Le paradis TERRESTRE... Si on s'y mettait ?

samedi 24 septembre 2011

La fin du monde


La crise avait exacerbé les peurs, et la peur est toujours mauvaise conseillère, c'était bien le résultat escompté. Au sommet, ils étaient ivres de satisfaction, de suffisance et de pouvoir. Rien n'allait les arrêter, ils étaient les maîtres du monde. La masse ignorait tout de tout, ils avaient gardé les avancées technologiques les plus performantes pour eux et caché la connaissance. «S'ils savaient, ces pauvres idiots, tout ce qui était possible à ce jour!». Pauvres naïfs dont la bonté les empêchaient de voir le mal.

Ils étaient arrivés là grâce à des alliances au noir, des collaborations occultes. C'était une fraternité diabolique qui avançait de conserve et acquérait toujours plus de puissance. Ils détenaient tous les fils du pouvoir, ces marionnettistes suprêmes. Ils avaient compris de longue date les mystères de la vie et leur premier accomplissement, une règle indispensable: tenir la population dans la plus grande ignorance de ces secrets. C'était leur plus grande fierté que celle d'avoir réussi à convaincre des populations entières que l'humain se trouvait dans un état de survie permanent. Le plus grand piège dans lequel tous étaient tombés fut faire croire qu'il n'y avait pas assez à manger pour tous sur cette gigantesque planète opulente. Ils vivaient au milieu des cultures et des élevages, et ils avaient faim. Quel gag! Cette chose-là les faisaient toujours autant rire et générait encore plus leur mépris pour les humains, eux qui ne l'étaient pas.

Ils étaient absolument sûrs de leur victoire, tout en ignorant leur but, car il n'y avait aucun autre plan que "plus de pouvoir". Ce qui était un plan stupide, dénuée de toute intelligence. Ces êtres-là n'étaient pas intelligents, seulement malins et compulsifs, leur dessein commun était de dresser la masse les uns contres les autres. C'était un petit groupe d'illusionnistes qui maintenaient le mensonge: tout et n'importe quoi pour éviter que les gens ne se rassemblent et prennent conscience de leurs capacités. Ils n'avaient aucune vision à long terme, juste des plans B, puis C, puis D… à mesure que les plans A s'épuisaient.
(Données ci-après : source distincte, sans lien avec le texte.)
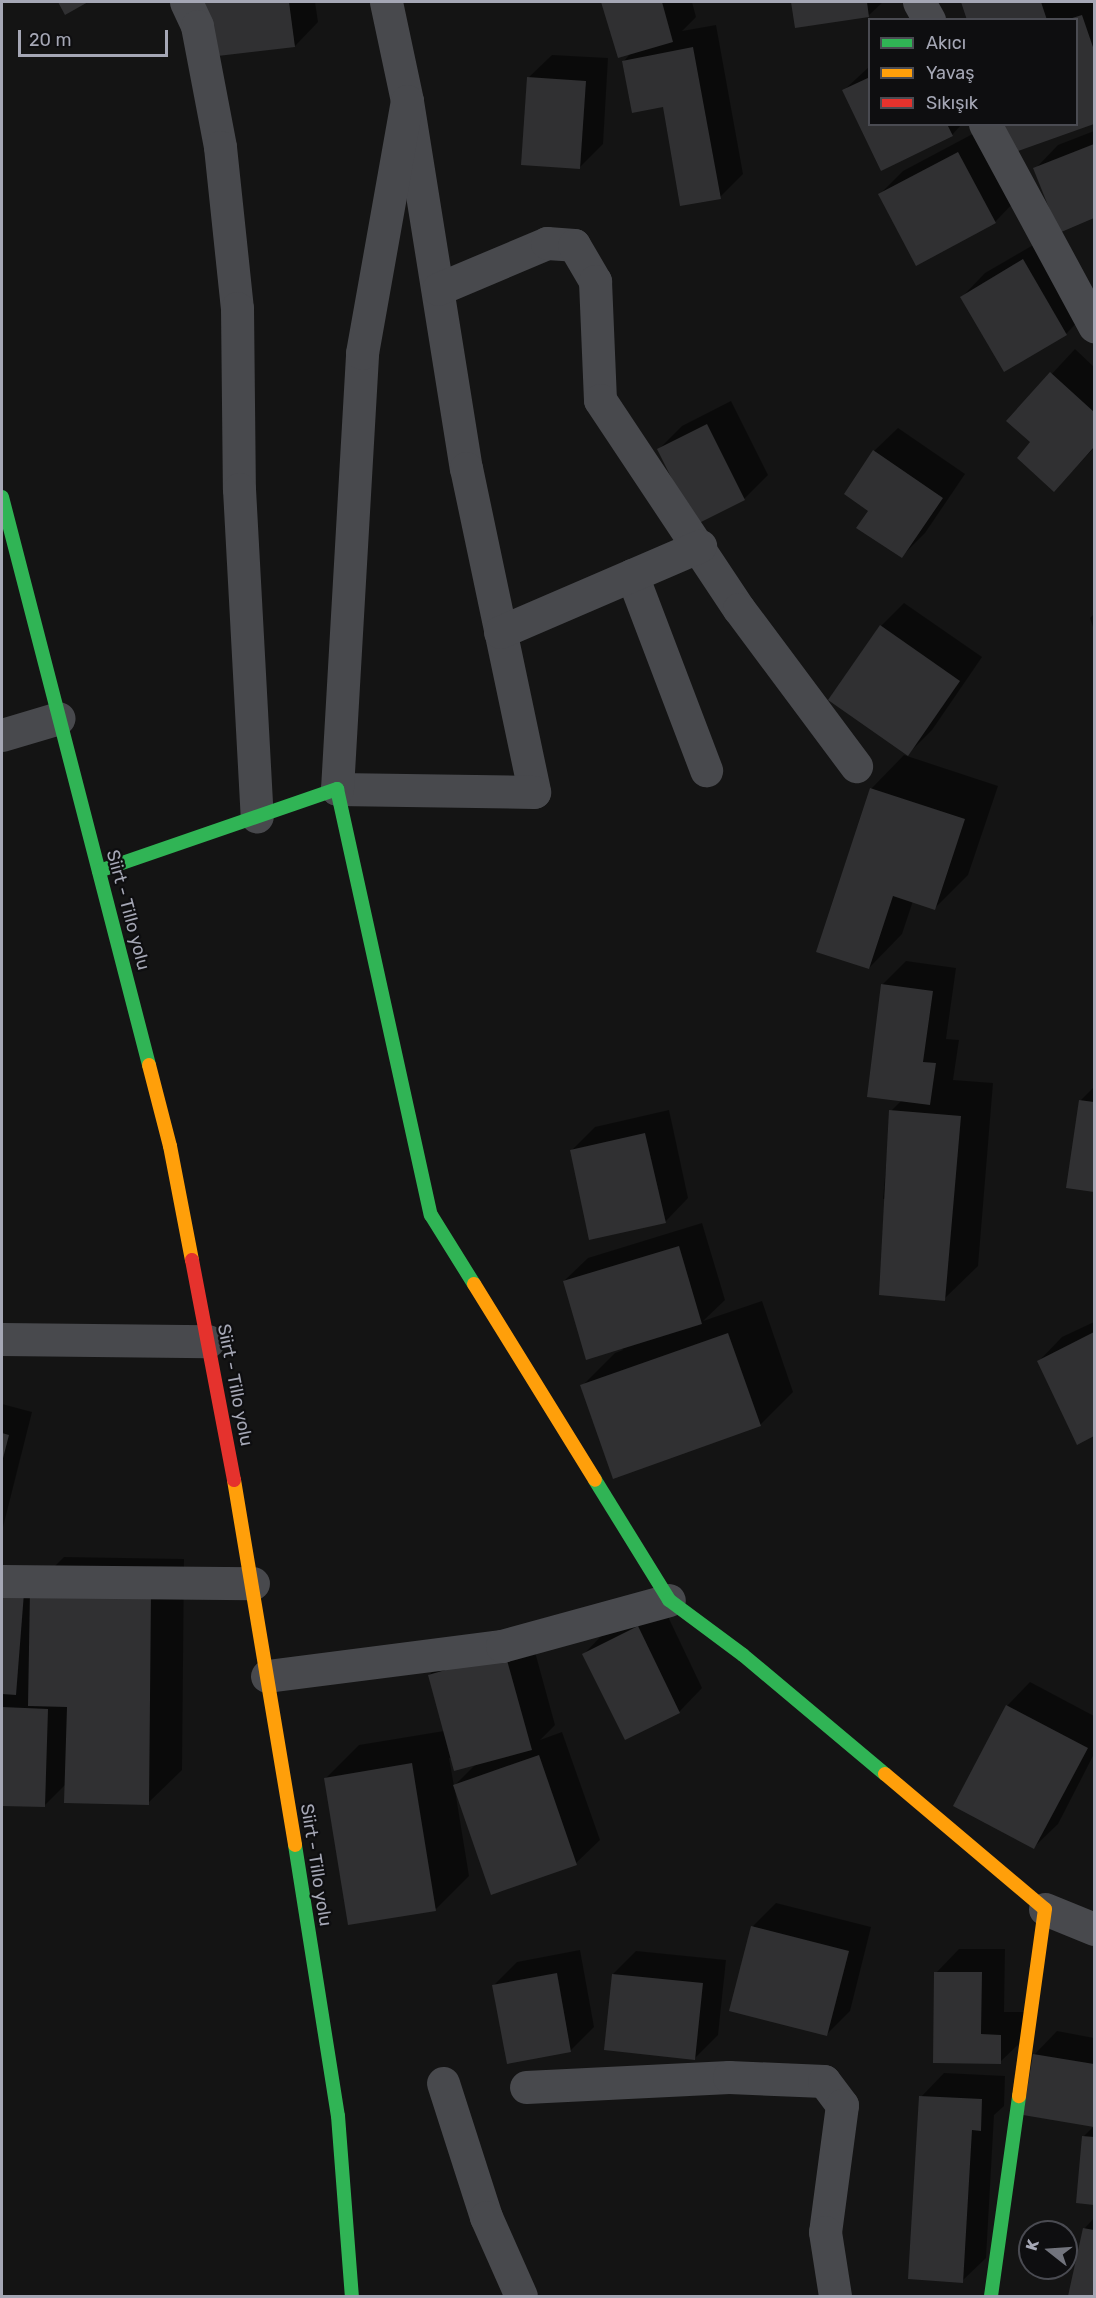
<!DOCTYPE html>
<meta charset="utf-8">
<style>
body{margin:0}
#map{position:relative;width:1096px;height:2298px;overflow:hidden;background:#141414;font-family:Rubik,sans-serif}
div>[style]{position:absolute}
.shadow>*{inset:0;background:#0007}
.building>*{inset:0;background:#303032}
.street>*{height:33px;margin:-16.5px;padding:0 16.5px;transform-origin:16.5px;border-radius:16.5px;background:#48494d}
.fast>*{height:14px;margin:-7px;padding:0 7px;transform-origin:7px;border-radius:7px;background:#30b455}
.slow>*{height:14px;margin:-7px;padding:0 7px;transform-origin:7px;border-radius:7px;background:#ff9f0a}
.jam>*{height:14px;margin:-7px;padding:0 7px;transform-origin:7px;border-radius:7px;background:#e5322d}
span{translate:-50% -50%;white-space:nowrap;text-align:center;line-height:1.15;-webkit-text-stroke:4.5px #0e0e10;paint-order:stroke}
.street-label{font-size:18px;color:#a5a7b5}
.frame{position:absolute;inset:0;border:3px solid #a5a7b5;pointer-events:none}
.legend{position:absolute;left:868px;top:18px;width:210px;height:108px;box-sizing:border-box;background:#0e0e10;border:2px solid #4a4b52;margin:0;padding:8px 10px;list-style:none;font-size:18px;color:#a5a7b5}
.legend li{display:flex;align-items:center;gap:12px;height:30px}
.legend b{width:30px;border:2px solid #4a4b52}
.north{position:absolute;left:1018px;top:2220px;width:60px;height:60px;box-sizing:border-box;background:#0e0e10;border:2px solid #4a4b52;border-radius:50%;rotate:287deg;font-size:16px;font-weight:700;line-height:24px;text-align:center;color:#a5a7b5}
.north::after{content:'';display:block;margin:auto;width:21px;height:27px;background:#72747d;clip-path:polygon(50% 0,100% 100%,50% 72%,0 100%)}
.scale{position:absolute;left:18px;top:30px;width:150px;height:27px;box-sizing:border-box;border:3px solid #a5a7b5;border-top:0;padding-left:8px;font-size:18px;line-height:21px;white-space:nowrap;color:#a5a7b5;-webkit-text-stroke:4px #0e0e10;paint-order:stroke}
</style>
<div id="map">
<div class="shadow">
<div style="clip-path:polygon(202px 2px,315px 2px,318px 22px,295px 46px)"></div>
<div style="clip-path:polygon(603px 2px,692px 2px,696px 17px,682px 31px,716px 25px,743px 174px,720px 197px,664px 106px,624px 61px,632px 52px,619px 57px)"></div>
<div style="clip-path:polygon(792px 2px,883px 2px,868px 16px,796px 26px)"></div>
<div style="clip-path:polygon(962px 2px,1094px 2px,1094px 122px,1008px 153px,1076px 124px,1076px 20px,969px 20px)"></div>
<div style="clip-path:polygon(552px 55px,608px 58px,603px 144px,580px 167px,528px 78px)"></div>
<div style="clip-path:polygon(870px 66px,870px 124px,962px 124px,952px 135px,882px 169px,843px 91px)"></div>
<div style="clip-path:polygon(982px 129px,1018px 198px,995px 222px,879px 195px,903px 171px)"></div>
<div style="clip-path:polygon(1094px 131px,1094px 216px,1060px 231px,1035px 169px,1058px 145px)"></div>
<div style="clip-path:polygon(1047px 237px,1089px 310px,1066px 334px,962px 297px,985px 273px)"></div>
<div style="clip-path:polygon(1075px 349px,1094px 367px,1094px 448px,1054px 490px,1032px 442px,1008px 421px)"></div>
<div style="clip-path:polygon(731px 401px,768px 475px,744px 499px,659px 449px,682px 426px)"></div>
<div style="clip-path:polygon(898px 428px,965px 474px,925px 533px,902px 556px,871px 511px,874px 451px)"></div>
<div style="clip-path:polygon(904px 603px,982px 657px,932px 730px,908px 754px,881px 626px)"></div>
<div style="clip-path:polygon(1094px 614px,1094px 630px,1090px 618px)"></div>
<div style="clip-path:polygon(904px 755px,998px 786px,968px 875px,935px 908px,913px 901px,902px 934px,869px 968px,871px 789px)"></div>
<div style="clip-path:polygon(906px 961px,956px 968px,946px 1039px,959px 1040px,953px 1080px,993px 1083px,978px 1266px,944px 1299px,889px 1199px,883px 1199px,891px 1111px,902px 1100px,882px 985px)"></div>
<div style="clip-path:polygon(1094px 1087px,1094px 1190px,1068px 1187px,1081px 1100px)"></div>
<div style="clip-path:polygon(669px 1110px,688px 1198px,665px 1222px,571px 1151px,595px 1127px)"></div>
<div style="clip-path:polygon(702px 1223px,725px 1300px,703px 1321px,762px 1301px,793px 1392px,760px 1425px,582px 1386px,615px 1353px,623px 1350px,564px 1281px,588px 1258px)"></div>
<div style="clip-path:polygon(1094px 1322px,1094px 1434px,1078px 1443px,1039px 1361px,1062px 1337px)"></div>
<div style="clip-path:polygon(2px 1404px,32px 1412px,2px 1531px)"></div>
<div style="clip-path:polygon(64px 1557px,184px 1559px,182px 1770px,148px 1803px,66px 1784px,44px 1806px,2px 1804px,2px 1566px,47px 1574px)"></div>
<div style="clip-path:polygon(662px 1604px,702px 1688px,679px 1712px,584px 1654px,607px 1630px)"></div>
<div style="clip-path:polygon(evenodd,529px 1630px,555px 1725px,540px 1740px,562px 1732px,600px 1840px,576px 1863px,455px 1790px,469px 1876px,436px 1909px,326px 1778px,359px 1745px,444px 1731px,429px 1675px,453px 1652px,529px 1630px,449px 1758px,476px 1764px,454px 1786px,449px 1758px)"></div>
<div style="clip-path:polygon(1030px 1682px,1094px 1716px,1094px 1754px,1058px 1824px,1034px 1847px,1007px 1706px)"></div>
<div style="clip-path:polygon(776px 1903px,871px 1927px,850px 2011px,827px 2034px,753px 1926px)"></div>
<div style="clip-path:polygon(959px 1949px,1005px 1949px,1004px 2012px,1024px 2012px,1024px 2039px,1000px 2062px,936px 1973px)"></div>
<div style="clip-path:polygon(580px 1950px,594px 2027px,570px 2051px,493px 1986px,517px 1962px)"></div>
<div style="clip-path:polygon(636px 1951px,726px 1960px,718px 2035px,695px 2058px,613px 1974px)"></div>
<div style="clip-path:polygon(1057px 2031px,1094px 2038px,1094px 2126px,1024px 2114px,1034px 2055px)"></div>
<div style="clip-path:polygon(944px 2073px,1005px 2076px,1004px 2106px,994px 2115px,986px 2258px,962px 2281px,921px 2097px)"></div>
<div style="clip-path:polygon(1094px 2126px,1094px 2204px,1077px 2202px,1084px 2136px)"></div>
<div style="clip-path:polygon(1094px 2218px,1094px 2296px,1070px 2296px,1084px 2229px)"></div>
</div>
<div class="building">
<div style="clip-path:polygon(58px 2px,88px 2px,65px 15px)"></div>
<div style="clip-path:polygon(201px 2px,289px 2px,295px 47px,209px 57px)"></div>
<div style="clip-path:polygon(601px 2px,662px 2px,673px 42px,618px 58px)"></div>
<div style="clip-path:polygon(791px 2px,867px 2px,869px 17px,795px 28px)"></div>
<div style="clip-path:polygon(961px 2px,1041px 2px,1047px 20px,967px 20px)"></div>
<div style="clip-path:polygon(1082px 15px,1094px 50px,1094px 124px,1007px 155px,996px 124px,1076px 124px,1076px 20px,1069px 19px)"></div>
<div style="clip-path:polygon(693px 47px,721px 199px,680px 206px,663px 107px,632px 113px,622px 61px)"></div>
<div style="clip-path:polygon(527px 77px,586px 81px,580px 169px,521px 165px)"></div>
<div style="clip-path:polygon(870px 77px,870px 124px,947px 124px,953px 136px,881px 171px,842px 90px)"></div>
<div style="clip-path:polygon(1094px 144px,1094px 218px,1059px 233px,1033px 168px)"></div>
<div style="clip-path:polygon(958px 152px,996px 223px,916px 266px,878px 194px)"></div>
<div style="clip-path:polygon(1023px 259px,1067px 335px,1004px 372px,960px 297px)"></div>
<div style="clip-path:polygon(1050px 372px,1094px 412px,1094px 447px,1054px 492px,1017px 458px,1030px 442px,1006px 421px)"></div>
<div style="clip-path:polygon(707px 424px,745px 500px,695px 525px,657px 449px)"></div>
<div style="clip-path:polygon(873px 450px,943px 498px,902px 558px,856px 528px,868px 511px,844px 494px)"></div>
<div style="clip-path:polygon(880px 625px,960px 681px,908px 756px,828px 700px)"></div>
<div style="clip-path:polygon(870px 788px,965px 819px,935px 910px,893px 896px,869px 969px,816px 952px)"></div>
<div style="clip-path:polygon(881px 984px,933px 991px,923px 1062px,936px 1063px,930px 1105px,867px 1097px)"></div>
<div style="clip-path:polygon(1079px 1100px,1094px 1102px,1094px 1192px,1066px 1188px)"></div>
<div style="clip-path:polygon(889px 1110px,961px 1116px,945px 1301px,879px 1295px)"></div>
<div style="clip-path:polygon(645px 1133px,666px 1223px,589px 1240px,570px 1150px)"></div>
<div style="clip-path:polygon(679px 1246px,702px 1324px,586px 1360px,563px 1281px)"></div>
<div style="clip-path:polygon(1094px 1332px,1094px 1436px,1077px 1445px,1037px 1361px)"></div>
<div style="clip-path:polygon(728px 1333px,761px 1426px,613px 1479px,580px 1385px)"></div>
<div style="clip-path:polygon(2px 1433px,9px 1435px,2px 1462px)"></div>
<div style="clip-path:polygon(30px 1589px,151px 1592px,149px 1805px,64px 1803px,67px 1707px,28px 1706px)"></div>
<div style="clip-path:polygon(2px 1591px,24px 1593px,16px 1695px,2px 1694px)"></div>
<div style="clip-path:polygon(638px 1626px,680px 1713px,625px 1740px,582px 1654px)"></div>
<div style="clip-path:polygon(505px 1653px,532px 1750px,454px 1771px,428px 1675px)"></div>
<div style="clip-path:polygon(1006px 1705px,1088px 1748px,1034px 1849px,953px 1806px)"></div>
<div style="clip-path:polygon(2px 1707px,48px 1709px,45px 1807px,2px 1806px)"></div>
<div style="clip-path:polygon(539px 1755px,577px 1865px,491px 1895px,453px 1785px)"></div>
<div style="clip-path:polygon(412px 1763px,436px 1911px,348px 1925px,324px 1778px)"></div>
<div style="clip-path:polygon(751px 1926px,849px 1951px,827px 2036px,729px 2011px)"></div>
<div style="clip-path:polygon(934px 1972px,982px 1972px,981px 2034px,1001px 2035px,1001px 2064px,933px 2063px)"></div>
<div style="clip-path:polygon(557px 1973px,571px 2052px,507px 2064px,492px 1985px)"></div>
<div style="clip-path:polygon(612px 1974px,703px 1983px,695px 2060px,604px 2050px)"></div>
<div style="clip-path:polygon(1033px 2054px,1094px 2064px,1094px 2127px,1023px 2115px)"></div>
<div style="clip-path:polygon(919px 2096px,982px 2099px,981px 2131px,972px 2130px,963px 2283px,908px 2279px)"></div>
<div style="clip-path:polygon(1082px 2136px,1094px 2137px,1094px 2205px,1076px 2203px)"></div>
<div style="clip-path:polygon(1083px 2228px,1094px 2230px,1094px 2296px,1068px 2296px)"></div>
</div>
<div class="street">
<div style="left:186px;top:2px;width:26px;rotate:65deg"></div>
<div style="left:197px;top:26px;width:123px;rotate:79.2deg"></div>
<div style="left:220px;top:147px;width:162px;rotate:84deg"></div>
<div style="left:237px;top:308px;width:181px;rotate:89.4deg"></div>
<div style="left:239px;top:489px;width:328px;rotate:86.9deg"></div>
<div style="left:386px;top:2px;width:101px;rotate:78deg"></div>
<div style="left:407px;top:101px;width:372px;rotate:80.9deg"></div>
<div style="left:466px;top:468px;width:331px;rotate:78.1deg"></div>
<div style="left:534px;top:792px;width:197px;rotate:-179.1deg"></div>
<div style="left:337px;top:789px;width:437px;rotate:-86.7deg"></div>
<div style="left:362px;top:353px;width:256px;rotate:-79.9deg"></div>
<div style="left:919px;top:2px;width:21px;rotate:61deg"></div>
<div style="left:985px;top:124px;width:230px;rotate:61.6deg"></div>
<div style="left:438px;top:289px;width:118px;rotate:-22.9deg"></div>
<div style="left:547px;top:243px;width:27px;rotate:4deg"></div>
<div style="left:574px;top:245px;width:42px;rotate:59.7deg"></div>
<div style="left:595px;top:281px;width:119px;rotate:87.6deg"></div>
<div style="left:600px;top:400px;width:251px;rotate:56.4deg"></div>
<div style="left:739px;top:609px;width:196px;rotate:53.3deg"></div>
<div style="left:632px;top:575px;width:209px;rotate:69.2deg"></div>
<div style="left:500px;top:632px;width:218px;rotate:-23.3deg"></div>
<div style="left:2px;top:735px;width:59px;rotate:-16.6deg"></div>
<div style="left:2px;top:1339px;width:206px;rotate:0.6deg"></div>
<div style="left:2px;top:1581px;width:251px;rotate:0.5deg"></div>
<div style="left:267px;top:1676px;width:237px;rotate:-7.3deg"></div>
<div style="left:502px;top:1646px;width:173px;rotate:-15.4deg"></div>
<div style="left:1045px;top:1909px;width:53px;rotate:22.2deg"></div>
<div style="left:443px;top:2083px;width:141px;rotate:72.2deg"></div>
<div style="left:486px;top:2217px;width:86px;rotate:66.1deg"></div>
<div style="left:526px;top:2087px;width:203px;rotate:-2.8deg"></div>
<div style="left:729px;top:2077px;width:95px;rotate:2.4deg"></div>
<div style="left:824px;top:2081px;width:30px;rotate:53deg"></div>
<div style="left:842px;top:2105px;width:128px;rotate:97.6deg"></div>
<div style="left:825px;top:2232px;width:65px;rotate:81.1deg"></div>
</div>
<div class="fast">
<div style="left:2px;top:497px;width:587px;rotate:75.49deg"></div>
<div style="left:99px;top:871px;width:252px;rotate:-19deg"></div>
<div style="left:337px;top:789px;width:436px;rotate:77.6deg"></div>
<div style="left:431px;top:1215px;width:81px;rotate:58.1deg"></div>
<div style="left:595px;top:1480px;width:141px;rotate:58.3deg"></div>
<div style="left:669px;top:1600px;width:92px;rotate:36.6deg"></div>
<div style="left:743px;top:1655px;width:185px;rotate:40deg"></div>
<div style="left:295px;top:1845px;width:274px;rotate:81deg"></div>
<div style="left:338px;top:2116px;width:181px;rotate:85.6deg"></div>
<div style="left:991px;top:2296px;width:202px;rotate:-82deg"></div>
</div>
<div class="slow">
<div style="left:149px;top:1065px;width:84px;rotate:75.5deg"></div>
<div style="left:170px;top:1146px;width:116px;rotate:79.1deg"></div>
<div style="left:474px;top:1284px;width:230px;rotate:58.3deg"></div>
<div style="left:234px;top:1480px;width:370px;rotate:80.5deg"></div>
<div style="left:885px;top:1774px;width:209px;rotate:40.2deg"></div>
<div style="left:1045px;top:1909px;width:189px;rotate:97.9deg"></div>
</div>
<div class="jam">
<div style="left:192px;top:1260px;width:224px;rotate:79.2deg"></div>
</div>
<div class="street-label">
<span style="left:128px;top:910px;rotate:75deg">Siirt - Tillo yolu</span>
<span style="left:235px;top:1385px;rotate:79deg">Siirt - Tillo yolu</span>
<span style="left:316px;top:1865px;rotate:81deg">Siirt - Tillo yolu</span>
</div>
<div class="frame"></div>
<ul class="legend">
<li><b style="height:8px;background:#30b455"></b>Akıcı</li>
<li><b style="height:8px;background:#ff9f0a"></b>Yavaş</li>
<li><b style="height:8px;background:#e5322d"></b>Sıkışık</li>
</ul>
<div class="north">K</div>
<div class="scale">20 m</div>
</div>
La seule vraie stratégie était de maintenir la peur et c'était si facile! Dès qu'ils avaient peur, ces animaux humains, ils se cachaient, se privaient, se méfiaient de leurs voisins, c'était un jeu d'enfant de les manipuler alors. Comme c'était drôle, et comme c'était rassasiant, ce pouvoir global! Le moindre foyer de colère leur était un festin de roi! C'était là leur soif et leur plus haute satisfaction: la négativité les maintenait en vie et les dopait.

Ils étaient rassemblés dans la même compulsion qui les menaient, leur loyauté allait à celui qui servait le plus immédiatement leur sombres desseins. Cette douteuse fraternité n'était qu'égoïsme à son paroxysme, on scellait des alliances ponctuelles dans le seul but de l'emporter sur la masse ignorante. C'était une meute de loups qui n'allait pas tarder à s'entre-dévorer, la trahison étant une nourriture des plus raffinées à leur banquet satanique.

Ils ne pouvaient pas comprendre, ces êtres dénués d'intelligence, que leur victoire était leur perte. À vouloir toujours plus de pouvoir sur l'autre, on finit par détruire ses proches, comment peut-il en être autrement? Pour demeurer seul au sommet, il fallait éliminer toute concurrence. Ils étaient incapables de partage, l'amour était leur poison. Ils avaient soif de haine.

Leur mépris grandissant, ils ne prenaient plus la peine de se cacher. Ces pauvres imbéciles gobaient tout, on y allait de plus en plus carrément. Le soit-disant terroriste kamikaze écrasait un avion détourné sur les tours avec ses papiers d'identité sur lui. On ne retrouvait pas une once de sa dépouille, mais son passeport était retrouvé intact sur les gravats. Comme ils avaient ri, ce jour-là!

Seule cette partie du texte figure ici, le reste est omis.